Problem to solve: Where does the word "primary" show up in the records? Copy every line that has it.

Saved entries
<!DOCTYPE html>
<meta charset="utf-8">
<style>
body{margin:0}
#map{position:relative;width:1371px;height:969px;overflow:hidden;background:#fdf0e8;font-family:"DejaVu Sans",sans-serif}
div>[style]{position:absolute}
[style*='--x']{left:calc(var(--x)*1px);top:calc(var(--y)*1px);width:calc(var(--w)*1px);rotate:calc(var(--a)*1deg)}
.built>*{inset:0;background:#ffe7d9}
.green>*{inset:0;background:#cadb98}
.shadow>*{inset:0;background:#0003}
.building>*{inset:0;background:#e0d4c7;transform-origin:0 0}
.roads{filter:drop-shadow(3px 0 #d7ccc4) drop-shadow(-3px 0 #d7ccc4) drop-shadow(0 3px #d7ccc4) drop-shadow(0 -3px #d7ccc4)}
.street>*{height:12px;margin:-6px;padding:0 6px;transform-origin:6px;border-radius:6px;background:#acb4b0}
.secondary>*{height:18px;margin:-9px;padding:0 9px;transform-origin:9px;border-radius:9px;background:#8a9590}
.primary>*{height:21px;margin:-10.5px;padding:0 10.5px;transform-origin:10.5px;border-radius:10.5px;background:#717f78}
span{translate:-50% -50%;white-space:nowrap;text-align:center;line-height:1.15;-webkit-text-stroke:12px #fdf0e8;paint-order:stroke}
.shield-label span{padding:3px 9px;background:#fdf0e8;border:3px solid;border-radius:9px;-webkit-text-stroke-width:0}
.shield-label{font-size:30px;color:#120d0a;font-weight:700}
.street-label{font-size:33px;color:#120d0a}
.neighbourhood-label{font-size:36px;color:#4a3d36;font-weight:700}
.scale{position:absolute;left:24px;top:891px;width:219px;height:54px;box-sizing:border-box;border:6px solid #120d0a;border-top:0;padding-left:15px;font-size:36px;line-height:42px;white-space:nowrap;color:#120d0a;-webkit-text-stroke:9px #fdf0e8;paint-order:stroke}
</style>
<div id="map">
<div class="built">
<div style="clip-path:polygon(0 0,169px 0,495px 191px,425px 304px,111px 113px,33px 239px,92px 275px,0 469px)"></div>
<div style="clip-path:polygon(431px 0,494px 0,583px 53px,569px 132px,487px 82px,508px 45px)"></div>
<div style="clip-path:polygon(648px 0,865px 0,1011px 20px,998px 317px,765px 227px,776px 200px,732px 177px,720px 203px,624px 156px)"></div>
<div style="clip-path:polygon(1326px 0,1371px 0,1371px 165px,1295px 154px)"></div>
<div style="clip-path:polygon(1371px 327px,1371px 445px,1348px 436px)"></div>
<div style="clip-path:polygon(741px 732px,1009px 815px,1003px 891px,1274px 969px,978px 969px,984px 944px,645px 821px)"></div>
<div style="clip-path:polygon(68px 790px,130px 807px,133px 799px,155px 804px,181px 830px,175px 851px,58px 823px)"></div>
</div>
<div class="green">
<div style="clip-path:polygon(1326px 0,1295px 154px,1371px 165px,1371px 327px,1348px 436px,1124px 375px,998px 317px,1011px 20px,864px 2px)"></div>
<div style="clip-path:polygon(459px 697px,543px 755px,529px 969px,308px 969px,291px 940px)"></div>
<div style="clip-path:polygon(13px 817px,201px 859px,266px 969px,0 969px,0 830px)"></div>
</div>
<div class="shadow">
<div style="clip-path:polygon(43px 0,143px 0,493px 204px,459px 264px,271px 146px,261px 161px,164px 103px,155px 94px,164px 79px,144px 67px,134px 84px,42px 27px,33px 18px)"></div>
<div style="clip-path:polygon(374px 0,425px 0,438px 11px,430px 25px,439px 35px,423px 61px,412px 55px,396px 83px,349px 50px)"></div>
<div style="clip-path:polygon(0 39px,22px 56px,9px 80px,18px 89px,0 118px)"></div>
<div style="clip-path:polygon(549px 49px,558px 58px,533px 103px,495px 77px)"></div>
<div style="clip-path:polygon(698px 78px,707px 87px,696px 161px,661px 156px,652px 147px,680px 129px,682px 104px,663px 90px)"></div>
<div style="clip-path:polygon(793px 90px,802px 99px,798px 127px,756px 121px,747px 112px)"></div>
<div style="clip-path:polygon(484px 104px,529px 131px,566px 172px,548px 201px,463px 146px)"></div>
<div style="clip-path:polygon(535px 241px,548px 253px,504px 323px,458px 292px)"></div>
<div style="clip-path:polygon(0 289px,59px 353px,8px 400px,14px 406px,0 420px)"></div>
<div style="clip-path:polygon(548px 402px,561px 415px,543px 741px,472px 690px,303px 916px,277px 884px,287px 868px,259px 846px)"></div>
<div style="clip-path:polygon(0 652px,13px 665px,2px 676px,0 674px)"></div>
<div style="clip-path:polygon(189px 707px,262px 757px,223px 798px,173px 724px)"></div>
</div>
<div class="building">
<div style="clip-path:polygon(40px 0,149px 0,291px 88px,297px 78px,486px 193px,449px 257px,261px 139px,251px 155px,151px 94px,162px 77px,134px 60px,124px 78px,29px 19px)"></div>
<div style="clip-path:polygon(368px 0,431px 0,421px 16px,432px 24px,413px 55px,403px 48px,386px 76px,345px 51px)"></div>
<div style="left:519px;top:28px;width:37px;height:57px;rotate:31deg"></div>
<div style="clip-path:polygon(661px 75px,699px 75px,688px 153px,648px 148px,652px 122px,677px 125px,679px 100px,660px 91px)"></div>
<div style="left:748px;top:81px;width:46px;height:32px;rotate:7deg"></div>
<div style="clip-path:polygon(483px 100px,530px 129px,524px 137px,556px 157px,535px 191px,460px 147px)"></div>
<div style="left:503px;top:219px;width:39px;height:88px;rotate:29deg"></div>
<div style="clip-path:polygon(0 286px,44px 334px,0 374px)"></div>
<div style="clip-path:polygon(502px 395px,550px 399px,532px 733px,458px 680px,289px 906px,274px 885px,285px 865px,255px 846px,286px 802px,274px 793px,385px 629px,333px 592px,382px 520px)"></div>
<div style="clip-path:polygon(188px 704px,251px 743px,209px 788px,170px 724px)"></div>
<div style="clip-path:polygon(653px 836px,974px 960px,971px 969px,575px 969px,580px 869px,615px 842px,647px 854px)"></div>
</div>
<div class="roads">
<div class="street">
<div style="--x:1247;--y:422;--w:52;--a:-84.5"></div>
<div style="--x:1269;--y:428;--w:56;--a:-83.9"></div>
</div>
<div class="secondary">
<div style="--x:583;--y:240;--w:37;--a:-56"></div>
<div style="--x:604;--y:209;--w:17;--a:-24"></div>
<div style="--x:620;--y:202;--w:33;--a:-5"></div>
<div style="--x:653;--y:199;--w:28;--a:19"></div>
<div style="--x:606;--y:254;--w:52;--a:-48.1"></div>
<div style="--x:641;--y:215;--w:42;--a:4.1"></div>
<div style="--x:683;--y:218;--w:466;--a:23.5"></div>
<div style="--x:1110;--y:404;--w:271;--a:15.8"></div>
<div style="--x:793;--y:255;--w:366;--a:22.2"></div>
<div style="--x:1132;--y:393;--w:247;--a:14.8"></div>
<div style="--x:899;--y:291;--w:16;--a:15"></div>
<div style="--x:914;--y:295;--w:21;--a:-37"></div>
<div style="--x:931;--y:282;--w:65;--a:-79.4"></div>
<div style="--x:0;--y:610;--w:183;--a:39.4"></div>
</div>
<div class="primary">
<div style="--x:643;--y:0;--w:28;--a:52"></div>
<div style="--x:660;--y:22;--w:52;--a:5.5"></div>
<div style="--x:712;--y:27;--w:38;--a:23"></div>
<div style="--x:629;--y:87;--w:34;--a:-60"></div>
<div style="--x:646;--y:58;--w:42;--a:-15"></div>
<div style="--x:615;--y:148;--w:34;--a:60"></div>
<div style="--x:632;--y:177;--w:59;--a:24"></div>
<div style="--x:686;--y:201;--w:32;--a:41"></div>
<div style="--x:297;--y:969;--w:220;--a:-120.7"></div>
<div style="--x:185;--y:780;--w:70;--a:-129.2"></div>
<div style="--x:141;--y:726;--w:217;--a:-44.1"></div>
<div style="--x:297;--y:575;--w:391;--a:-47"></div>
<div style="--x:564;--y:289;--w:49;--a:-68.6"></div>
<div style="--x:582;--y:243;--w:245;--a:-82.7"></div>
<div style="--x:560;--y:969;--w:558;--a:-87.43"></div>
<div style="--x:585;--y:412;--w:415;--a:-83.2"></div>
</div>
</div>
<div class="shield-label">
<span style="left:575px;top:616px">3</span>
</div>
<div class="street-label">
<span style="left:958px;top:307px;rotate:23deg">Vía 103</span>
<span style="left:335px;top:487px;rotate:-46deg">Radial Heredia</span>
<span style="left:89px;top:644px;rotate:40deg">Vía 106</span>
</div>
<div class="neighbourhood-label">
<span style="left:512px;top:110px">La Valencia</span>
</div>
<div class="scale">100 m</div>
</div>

Task answer:
.primary>*{height:21px;margin:-10.5px;padding:0 10.5px;transform-origin:10.5px;border-radius:10.5px;background:#717f78}
<div class="primary">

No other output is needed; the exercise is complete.